Oy! Too big! But here's a little bit of something I wrote on this: Fantastic characters are more reflective of adults' misunderstanding of children's needs than of children's inherent interest. In much the same way that adults think children enjoy loud, raucous environments, they also believe children prefer pretend characters to real ones. Look to your child's drawings, though: very young children tend not to draw imaginary characters. They draw Mom or Dad, or their siblings, or their homes. How many of your children cried the first time they saw, "Santa?" How may hid behind your legs when the 8-foot-mouse tried to greet them? Children develop a sense of confidence in the world by their repeated experiences with reliable situations. Fantasy characters undermine their expectations by attributing skills or powers that are inconsistent with children's perceptions to individuals with whom they can never truly interact. (full post here)
There's often a lot of stress and guilt for parents around reading and teaching their children to read, and so much pressure around making sure they have a love of books. How do you direct parents who are concerned about their child's literacy?
Love books and love reading with your child and your child will love books and love reading too. If the time they spend with you reading is stressful, they'll avoid it. If it's the place where you discover things together, where you look through the pages of a book into the wide world, safe in each other's arms, you'll be giving them more than a leg-up on their literacy scores. You'll be giving them the foundation of relationships, security and curiosity that reading together inspires.
What books did you read as a child that have stuck with you?
Mr. Pine's Purple House—loved it and I still read it with my kids. I loved loved loved Maurice Sendak. When I was reading independently, I was a huge Madeleine L'Engle fan and could spend endless mornings in bed reading before I got up for the day. In truth, I think they have something in common. I was always attracted to stories about outsiders—I think many of us feel like we're trying to fit in to a world we don't understand very well, and books were the place where I could find a community of other characters who were also just doing their best to "get it." The ones I still love are in the same themes: Allen Say's illustrations, Douglas Wood's beautiful stories, and Peter Reynolds are common favorites now.

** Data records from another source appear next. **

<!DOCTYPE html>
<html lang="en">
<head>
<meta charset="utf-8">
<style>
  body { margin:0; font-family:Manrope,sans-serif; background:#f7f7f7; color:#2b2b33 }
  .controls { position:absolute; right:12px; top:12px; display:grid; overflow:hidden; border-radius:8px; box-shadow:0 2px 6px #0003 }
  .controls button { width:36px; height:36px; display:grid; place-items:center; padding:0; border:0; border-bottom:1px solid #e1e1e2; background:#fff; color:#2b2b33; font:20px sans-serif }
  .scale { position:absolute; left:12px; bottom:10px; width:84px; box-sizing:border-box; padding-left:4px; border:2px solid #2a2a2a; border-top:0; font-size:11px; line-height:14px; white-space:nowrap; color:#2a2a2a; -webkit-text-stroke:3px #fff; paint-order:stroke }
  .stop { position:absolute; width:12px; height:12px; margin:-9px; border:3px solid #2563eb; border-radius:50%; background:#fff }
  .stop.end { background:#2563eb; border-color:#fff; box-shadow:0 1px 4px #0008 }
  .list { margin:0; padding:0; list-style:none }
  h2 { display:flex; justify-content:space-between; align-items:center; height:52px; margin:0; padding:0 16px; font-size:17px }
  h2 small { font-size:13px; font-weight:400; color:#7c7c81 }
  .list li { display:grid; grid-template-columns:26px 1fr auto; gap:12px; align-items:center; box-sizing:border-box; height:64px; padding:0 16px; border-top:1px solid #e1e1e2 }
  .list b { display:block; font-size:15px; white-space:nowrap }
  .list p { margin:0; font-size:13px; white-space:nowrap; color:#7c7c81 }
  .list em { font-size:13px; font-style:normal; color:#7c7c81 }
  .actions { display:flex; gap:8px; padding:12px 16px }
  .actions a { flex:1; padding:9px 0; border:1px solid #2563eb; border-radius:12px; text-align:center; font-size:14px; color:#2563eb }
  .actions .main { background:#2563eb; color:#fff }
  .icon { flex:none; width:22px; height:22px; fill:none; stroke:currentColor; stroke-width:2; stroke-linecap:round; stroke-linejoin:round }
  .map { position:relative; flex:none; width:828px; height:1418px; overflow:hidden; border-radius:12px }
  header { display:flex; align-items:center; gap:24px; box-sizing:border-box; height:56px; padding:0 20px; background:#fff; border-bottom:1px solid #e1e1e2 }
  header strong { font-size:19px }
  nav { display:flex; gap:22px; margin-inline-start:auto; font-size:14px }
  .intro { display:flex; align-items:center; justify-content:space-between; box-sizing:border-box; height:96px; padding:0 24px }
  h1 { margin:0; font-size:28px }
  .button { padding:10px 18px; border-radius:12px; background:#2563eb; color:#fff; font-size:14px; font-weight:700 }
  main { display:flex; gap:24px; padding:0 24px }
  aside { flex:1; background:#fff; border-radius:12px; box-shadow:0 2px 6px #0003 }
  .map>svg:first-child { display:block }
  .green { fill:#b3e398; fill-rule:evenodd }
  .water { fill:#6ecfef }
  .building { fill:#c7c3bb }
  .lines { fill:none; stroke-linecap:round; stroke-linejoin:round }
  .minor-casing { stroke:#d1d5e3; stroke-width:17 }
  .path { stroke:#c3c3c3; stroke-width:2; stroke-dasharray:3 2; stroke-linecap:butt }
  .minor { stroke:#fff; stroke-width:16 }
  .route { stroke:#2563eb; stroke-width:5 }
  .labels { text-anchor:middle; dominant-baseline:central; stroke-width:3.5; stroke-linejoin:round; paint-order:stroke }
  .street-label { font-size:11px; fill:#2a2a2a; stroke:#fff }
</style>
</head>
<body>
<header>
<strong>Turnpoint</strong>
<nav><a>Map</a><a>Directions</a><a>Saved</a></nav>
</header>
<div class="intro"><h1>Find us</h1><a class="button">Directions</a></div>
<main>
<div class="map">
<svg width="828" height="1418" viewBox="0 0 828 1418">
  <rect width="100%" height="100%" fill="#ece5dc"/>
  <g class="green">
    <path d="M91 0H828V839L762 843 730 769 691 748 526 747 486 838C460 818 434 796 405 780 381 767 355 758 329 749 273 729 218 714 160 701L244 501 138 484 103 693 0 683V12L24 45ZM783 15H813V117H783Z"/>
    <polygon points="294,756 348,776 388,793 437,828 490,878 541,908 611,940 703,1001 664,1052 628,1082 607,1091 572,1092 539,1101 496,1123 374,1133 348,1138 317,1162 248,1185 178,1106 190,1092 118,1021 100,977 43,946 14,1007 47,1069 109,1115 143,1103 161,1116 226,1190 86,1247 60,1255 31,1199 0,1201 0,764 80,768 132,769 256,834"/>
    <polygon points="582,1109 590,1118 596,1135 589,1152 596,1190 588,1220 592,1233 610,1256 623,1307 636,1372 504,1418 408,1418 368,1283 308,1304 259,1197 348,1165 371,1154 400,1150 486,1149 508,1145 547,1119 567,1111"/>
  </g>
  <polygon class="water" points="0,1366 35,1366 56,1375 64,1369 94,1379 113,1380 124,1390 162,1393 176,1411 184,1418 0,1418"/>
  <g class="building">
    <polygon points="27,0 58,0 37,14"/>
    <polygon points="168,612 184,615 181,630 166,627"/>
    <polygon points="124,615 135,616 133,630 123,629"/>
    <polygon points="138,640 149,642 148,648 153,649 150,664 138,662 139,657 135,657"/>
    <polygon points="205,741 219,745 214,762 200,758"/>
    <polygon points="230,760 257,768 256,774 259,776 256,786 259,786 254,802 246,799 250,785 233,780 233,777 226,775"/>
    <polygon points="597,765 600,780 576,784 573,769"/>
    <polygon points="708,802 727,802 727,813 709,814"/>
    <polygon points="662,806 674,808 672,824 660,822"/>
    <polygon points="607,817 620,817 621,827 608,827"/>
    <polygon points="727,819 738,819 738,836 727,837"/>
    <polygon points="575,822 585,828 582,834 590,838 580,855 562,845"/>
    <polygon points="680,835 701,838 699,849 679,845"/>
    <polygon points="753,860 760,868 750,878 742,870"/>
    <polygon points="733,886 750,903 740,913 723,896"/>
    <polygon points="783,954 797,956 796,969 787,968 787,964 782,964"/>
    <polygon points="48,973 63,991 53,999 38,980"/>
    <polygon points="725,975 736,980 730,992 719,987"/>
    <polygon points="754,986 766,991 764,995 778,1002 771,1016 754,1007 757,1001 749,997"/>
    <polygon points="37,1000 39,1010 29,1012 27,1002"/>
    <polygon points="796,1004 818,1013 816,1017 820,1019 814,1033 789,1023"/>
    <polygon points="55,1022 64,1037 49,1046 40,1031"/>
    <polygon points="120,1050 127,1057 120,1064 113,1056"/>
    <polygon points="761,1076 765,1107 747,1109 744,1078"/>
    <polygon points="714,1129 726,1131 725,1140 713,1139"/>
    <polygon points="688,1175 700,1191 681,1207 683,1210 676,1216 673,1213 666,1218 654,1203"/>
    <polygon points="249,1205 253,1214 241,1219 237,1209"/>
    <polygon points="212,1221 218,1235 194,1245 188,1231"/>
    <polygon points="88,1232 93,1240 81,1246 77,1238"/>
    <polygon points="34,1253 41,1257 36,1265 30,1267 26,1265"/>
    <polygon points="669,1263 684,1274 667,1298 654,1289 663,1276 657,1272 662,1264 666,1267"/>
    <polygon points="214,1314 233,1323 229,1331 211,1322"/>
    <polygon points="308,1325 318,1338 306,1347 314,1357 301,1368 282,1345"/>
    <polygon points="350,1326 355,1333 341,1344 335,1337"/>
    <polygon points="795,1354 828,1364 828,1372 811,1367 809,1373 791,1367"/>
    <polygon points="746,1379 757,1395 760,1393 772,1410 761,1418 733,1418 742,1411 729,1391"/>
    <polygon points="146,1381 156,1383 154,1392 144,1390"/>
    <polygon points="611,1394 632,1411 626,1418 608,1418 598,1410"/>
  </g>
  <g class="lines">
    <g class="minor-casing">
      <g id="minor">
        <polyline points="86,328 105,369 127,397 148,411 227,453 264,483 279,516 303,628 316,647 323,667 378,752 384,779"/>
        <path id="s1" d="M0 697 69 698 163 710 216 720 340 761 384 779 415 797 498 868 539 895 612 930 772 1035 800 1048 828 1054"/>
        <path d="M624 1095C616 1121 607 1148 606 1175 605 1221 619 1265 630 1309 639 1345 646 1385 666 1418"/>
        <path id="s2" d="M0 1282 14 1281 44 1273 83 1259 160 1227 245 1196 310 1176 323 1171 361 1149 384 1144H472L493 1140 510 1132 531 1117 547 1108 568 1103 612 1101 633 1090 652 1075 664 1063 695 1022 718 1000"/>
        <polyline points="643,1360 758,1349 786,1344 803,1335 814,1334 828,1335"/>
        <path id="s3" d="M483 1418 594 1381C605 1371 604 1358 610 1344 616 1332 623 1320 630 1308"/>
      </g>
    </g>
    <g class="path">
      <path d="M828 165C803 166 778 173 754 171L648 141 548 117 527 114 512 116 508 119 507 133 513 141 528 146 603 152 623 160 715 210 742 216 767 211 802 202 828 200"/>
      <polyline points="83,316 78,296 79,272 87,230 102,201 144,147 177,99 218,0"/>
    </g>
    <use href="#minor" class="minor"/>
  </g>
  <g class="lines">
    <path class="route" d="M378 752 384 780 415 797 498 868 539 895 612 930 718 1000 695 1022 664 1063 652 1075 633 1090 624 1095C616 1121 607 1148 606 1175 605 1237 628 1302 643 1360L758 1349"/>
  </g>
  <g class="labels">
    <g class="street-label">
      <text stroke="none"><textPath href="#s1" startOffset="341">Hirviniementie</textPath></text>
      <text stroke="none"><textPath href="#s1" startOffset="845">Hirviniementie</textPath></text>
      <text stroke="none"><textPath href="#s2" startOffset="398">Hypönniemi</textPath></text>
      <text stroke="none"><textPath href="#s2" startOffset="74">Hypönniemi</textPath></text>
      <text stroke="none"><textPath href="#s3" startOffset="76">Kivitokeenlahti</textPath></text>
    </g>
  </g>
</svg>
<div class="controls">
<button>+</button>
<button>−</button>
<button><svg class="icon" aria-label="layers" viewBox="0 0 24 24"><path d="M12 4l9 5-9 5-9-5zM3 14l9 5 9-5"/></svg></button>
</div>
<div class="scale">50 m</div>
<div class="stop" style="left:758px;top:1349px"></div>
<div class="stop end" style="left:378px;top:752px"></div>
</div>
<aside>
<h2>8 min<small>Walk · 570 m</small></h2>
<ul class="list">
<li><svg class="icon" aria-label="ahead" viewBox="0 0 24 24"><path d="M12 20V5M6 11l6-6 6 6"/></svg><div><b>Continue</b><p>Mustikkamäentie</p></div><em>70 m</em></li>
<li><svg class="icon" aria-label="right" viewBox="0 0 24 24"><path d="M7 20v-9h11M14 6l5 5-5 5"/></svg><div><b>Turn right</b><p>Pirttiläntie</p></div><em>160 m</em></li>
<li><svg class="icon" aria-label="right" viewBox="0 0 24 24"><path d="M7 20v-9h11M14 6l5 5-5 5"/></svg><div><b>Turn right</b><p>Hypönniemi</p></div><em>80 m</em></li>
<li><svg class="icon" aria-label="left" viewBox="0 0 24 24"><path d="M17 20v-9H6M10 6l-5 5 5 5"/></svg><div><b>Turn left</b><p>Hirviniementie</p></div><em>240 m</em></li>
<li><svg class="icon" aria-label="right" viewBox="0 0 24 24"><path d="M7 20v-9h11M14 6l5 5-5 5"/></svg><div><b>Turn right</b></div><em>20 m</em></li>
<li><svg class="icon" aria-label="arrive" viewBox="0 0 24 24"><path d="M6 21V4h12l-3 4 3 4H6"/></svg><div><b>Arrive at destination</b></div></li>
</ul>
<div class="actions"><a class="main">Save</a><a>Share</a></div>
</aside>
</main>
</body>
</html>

But I also do love some Mo Willems, Jon Klassen and Daniel Handler [Lemony Snicket]... and if any or all of them wanted to invite me out for a cup of coffee or a beer, I'd gladly say yes.
Is there a book you wish existed when you were a kid?
I keep about fifteen copies of The Paper Bag Princess on my desk at all times, ready to give away to people who might need it, and I've recently started carrying the small, pocket-sized edition with me just in case. I'm glad my daughter has grown up in a world that already had that book.
Where can we find more from you?
MontessoriDaoshi is a good start, or any of my three books (The Tao of Montessori, A Delicate Task, and Picasso in the Preschool: Children's Development in and through the Arts). There are two more in my head that need to get out soon, so maybe be patient for those. And ask?